# Graph based Music Recommender. Task 6
For the user with Id 776748 print top-40 recommended tracks. Build music recommendations with the algorithm described in the lesson 3 of the fifth week. Initialize coordinates of vector x_0 corresponding to the user’s vertex and all the vertices from the task 5 with ones and all other coordinates with zeros.
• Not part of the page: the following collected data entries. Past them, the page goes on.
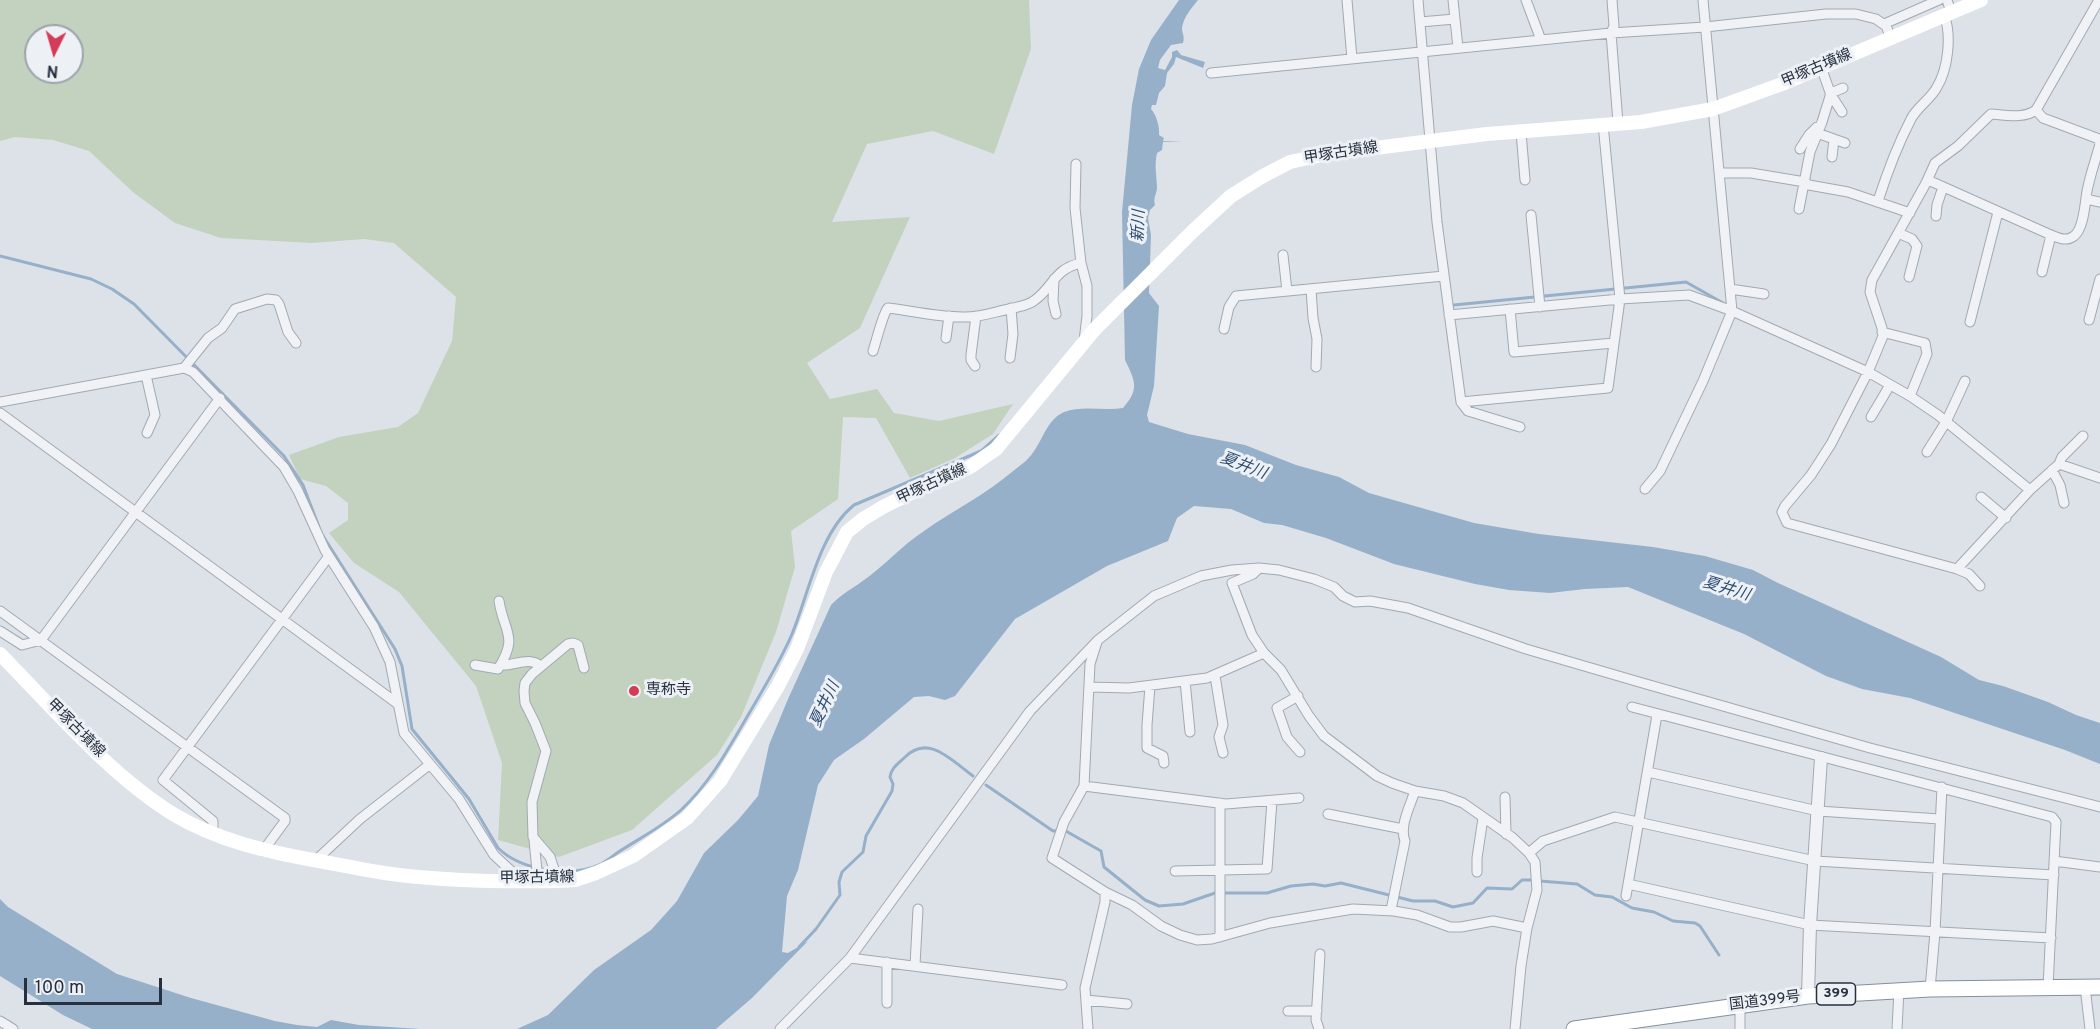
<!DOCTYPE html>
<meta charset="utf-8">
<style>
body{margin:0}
#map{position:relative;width:2100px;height:1029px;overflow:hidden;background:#dde2e8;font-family:Overpass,sans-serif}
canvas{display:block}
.north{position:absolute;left:24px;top:24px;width:60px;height:60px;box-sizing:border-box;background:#edf0f5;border:2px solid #9da3ac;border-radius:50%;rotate:185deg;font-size:16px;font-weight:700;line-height:24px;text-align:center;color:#26303f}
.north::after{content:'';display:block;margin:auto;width:21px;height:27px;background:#d43b56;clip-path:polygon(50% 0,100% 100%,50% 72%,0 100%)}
.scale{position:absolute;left:24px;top:978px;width:138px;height:27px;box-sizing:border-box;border:3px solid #26303f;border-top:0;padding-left:8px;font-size:18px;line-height:21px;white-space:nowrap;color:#26303f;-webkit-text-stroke:4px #edf0f5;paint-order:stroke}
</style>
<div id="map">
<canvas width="2100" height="1029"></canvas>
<div class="north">N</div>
<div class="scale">100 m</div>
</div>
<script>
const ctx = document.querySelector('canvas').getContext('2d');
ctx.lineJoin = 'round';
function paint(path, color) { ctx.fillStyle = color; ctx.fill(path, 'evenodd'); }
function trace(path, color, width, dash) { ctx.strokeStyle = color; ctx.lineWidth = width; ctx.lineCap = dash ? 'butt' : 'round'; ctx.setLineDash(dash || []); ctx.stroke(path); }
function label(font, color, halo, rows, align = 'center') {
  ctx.font = font + ' Overpass,"Noto Sans JP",sans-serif'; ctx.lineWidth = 6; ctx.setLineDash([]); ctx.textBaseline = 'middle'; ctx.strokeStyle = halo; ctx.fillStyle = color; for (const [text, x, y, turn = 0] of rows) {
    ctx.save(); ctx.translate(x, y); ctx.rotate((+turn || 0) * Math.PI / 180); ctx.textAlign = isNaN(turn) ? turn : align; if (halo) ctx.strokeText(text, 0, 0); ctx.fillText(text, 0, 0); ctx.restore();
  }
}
const green = new Path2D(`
 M0,0H1029L1031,49L994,154L933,131L867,144L832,222L910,217L860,328L807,363L830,399L877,389L894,413L939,421L1013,404L993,434L955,458L910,478L876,418L843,417L838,499L791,531L795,567L776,632L741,717L717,755L632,830L559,857L498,840L502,763L476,686L399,592L354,563L329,533L348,520V503L326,486L300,479L289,455L339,437L398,427L418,413L452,341L456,297L394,243L364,239L312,243L221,238L175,223L134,193L89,151L53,140L15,137L0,141ZM36,36H72V72H36Z`);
const water = new Path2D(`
 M1179,0H1198C1191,9 1184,16 1182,28C1182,34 1185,36 1183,43L1171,45L1160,60L1158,68L1165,70L1172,57V52L1177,50L1181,55L1205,62L1203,68L1176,57L1174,64L1167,73L1165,86L1159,93L1156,105H1152L1151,109C1156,114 1160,127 1159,135L1164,138L1163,141L1183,142H1163L1162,150L1157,153C1154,166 1157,176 1157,189C1156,195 1153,198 1155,205L1150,210L1148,218L1151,235L1149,293L1159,306L1154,386L1147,415L1149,422L1188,434L1245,445L1296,465L1339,477L1369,493L1474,523L1539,534L1653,547L1705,556L1753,570L1778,583L1941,657L1979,680L2003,686L2048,702L2076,715L2100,723V764L2065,750L1910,698L1862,689L1826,676L1744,634L1628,587L1585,589L1550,593L1509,590L1475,584L1394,564L1326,538L1282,525L1264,523L1231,509L1194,506L1177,518L1168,541L1107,566L1015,619L955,696L945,700L929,696L914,697L864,739L834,760L818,785L798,870L787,896L782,952L788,953L808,941L752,998L716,1029H517L548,1015L594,970L651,930L677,901L704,853L738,820L758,796L769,745L788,699L831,605C841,594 852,589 864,580C880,569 894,554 909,542C932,524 957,510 982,494C996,485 1009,474 1022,464C1042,450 1043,421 1064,412C1082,405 1104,411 1123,408C1140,389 1135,381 1125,360L1122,212L1132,105L1139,69L1151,40Z
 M0,899L8,907L117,974L191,998L275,1021L297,1025L317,1027L331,1020L359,1025L420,1029H92L63,1015L0,976Z`);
const stream = new Path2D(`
 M0,256L91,279L112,289L134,304L284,456L303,485L319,527
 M1454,305L1686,282L1723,303
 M323,536L395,649L402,666L412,729L469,799L498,848C522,871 571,878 601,864C607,861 612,857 617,853C638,839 662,827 681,810C711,782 730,746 751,710C765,686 781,660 792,634C809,593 819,533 854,505L981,451L999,435
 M986,785L1053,831L1064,830L1101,851L1104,867L1145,900L1159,906L1183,904L1215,893H1267L1291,886L1313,884L1325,886L1341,883L1413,901H1435L1453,907L1473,903L1487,888L1512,889L1522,880H1533
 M1540,881L1577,884L1595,895L1612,897L1632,908L1654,912L1673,921L1695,923L1700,926L1719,955
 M799,947L816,929L840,895L839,882L842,872L863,852L866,836L892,791L893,784L890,777C891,768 898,764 904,758C928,733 951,760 973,776`);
const minor = new Path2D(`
 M1347,0L1352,59
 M1418,0L1437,222L1461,402L1608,388L1620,299L1603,124
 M1453,0L1458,48
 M1526,0L1541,40
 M1612,0L1614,26L1611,33L1618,123
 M1947,0L1951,12
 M1420,22L1455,19
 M1884,24L1939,0
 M1821,67L1831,95L1842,112
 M1211,73L1611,33L1705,27L1826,14H1856L1876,19L1886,26L1891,38
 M1521,132L1525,180
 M1817,133L1845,143
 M1800,149L1809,135L1817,127
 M1832,157L1834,139
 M1076,164L1075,208L1081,263L1087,286V316L1084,341
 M1720,173H1751L1805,182L1809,185L1848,192L1910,213
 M1928,180L2051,235C2059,238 2066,242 2074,236C2084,229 2085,202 2087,191C2090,175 2096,159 2100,144L2099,139L2043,118L2036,110
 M2086,199L2100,202
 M1878,201C1887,173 1897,146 1911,119C1917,107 1931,99 1937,87C1948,69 1952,35 1944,15
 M1799,209L1810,152L1822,122L1831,93L1843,88
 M1531,215L1540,307
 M1936,216L1937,205L1943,187
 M1898,233L1912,239L1917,246L1909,277
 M1283,255L1287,291
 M2042,272L2051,235
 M1054,279L1053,301L1056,314
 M1311,289L1313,318L1317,339L1316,367
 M1730,289L1764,294
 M1510,309L1514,352L1614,343
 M1449,315L1620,299L1689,295L1732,311L1868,372L1910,396L1938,415L2030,490
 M2089,320L2100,279
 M1970,322L1998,212
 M1224,329L1229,307L1236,296L1444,276
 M1882,332L1925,343L1927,354L1910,396
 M946,338L949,316
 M873,351C876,342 883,313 888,308C912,311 938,317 962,317C978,318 994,312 1009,309C1017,307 1028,306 1035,300C1054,286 1054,269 1081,263
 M1010,358L1013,334L1011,308
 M975,366L971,360V355L976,316
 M184,368L208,338L222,328L235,309L267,299L276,300L279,304L288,332L296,343
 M146,375L155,415L147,433
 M0,402L184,368L193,372L284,467L298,491L325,550L374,627L390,662L404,733L459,799L494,855L522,881
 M1461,402L1468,411L1520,427
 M0,413L398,704
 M1871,417L1890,385
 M1927,452L1946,422L1965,381
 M2059,464L2062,457L2083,436
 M2052,470L2060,485L2064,503
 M1645,489L1660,471L1703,381L1732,311L1703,0
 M1981,497L2006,518
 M1259,568L1253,574L1232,583L1252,635L1264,653L1281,670L1309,716L1324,736L1377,776L1392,783L1415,791L1444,796L1463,803L1513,838L1529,853L1535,862L1537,890L1527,928L1521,966L1515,1029
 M1957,569L2030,490L2059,464L2100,478
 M1980,586L1969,574L1957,569L1787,523L1782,512L1785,506L1811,475L1831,444L1868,372L1883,336L1882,328L1870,292L1872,280L1926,183L1935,163L1958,146L1991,114C2006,115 2024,119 2036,110L2099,0
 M0,611L285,818V821L263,851
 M0,631L22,645L41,640L220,398
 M475,665L498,669C519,636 504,633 499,601
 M501,665C515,666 528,656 541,666
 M1215,676L1223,725L1219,737L1223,753
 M1185,681L1190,732
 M1150,686L1147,725V748L1163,756L1164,763
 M1089,687L1129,688L1207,678L1264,653
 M1298,696L1277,708L1287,737L1300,752
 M1632,707L2052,817L2056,822L2048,987
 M1648,772L1818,811L1940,819
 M1084,786L1226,804L1299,798
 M1505,797L1506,834
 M1328,814L1403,829
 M213,834V821L163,780L329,556
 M534,840L538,881
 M1529,853L1543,841L1615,817L1815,861L2054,875
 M315,861L360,819L429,765
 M2054,861L2100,867
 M1175,871L1267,869L1272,801
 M1477,872V858L1483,818
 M558,881L550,857L533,837L532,802L546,751L535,723L525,703L524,691L525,683L532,674L568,644L573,643L578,645L584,668
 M1628,884L1810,925L2051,938
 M1105,892L1132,905L1161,926L1180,935L1197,940L1212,939L1270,923L1353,909L1394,911L1417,915L1450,927H1461L1493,921L1527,928
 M1626,896L1657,715
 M1391,910L1405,841C1399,827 1410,806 1415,791
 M1220,937V803
 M850,958L1062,985
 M915,965L918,909
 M2085,987L2090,1029
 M1930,989L1935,932L1942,787
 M1086,1000L1127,1004
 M887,1003V962
 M1740,1005V1029
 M1288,1011H1317
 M0,1021L13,1029
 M780,1029L850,958L1030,711L1098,640L1154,596L1201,576L1232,570L1259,568L1279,570L1314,579L1334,587L1343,596L1355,602L1370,601L1408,608L1526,649L1639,682L1870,748L2100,807
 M1088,1029L1085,988L1105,902V892L1052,858L1064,822L1084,786L1090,664L1097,642
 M1319,1029L1316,1020L1320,954
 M1897,1029L1899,990`);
const tertiary = new Path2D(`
 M1808,996L1810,925L1821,758`);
const secondary = new Path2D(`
 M0,654C53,708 109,774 173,814C218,841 268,852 319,861C346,866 372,872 399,875C451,881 505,882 558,881L575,880L596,873L633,856L687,818L720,781L778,686L797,649L826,572L847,532L863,519L883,507L921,488L970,467L996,449L1095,329L1192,232L1231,196L1263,176L1290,162L1327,154L1487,134L1641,122L1713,109L1782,84L1981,0`);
const trunk = new Path2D(`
 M1574,1029L1808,996L1930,989L2100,987`);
const markers = [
 [634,691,6,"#d43b56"]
];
const shields = [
 [1836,994,39]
];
const shieldNames = [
 ["399",1836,994]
];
const streetNames = [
 ["甲塚古墳線",1817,69,-23],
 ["甲塚古墳線",1341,154,-9],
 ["甲塚古墳線",932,485,-25],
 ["甲塚古墳線",75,729,45],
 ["甲塚古墳線",537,879,-1],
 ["国道399号",1765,1002,-7]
];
const poiNames = [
 ["専称寺",646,691]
];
const waterNames = [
 ["新川",1140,226,-88],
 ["夏井川",1243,467,21],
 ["夏井川",1726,590,17],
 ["夏井川",826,705,-65]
];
paint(green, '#c3d2be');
paint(water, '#96b0ca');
trace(stream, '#96b0ca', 3);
trace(minor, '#a2a9b2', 11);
trace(tertiary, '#a2a9b2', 14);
trace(trunk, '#848f9f', 17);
trace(minor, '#f0f2f6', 9);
trace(tertiary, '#f0f2f6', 12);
trace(secondary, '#fff', 14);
trace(trunk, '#fff', 15);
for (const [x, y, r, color] of markers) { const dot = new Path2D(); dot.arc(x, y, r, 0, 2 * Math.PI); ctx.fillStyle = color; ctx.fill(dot); trace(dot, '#edf0f5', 2); }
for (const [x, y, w] of shields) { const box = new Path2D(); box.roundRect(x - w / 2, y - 11, w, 22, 4.5); ctx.fillStyle = '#edf0f5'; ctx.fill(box); trace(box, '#26303f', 1.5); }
label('bold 14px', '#26303f', null, shieldNames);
label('15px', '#26303f', '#edf0f5', streetNames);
label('15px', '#26303f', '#edf0f5', poiNames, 'left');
label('italic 16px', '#2e4f75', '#edf0f5', waterNames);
</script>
Do 5 iterations:

<pre>img</pre>

Take alpha = 0.15. and the next balancing functions:

* beta(user, user → artist) = 0.5
* beta(user, user → track) = 0.5
* beta(track, track → track) = 1
* beta(artist, artist → track) = 1

You should receive a table with 3 columns: “name”, “artist” and “rank”. Sort the resulting dataframe in descending order by “rank”, select top 40 recommended tracks, select only the columns “name”, “artist” and “rank”, leave 5 digits after the decimal point in “rank” and print the resulting dataframe.

<code>
...
Prayer Of The Refugee Artist: Rise Against 1.35278102029
Eagle Artist: Gotthard 1.21412311013
21 Guns Artist: Green Day 1.17301653219
Wait And Bleed Artist: Slipknot 0.921552328559
Beautiful disaster Artist: 311 0.921552328559
...
</code>

## Data description
There are two data sources for this assignment. They are DataFrames in parquet format.

The first dataset captures the user’s playing history.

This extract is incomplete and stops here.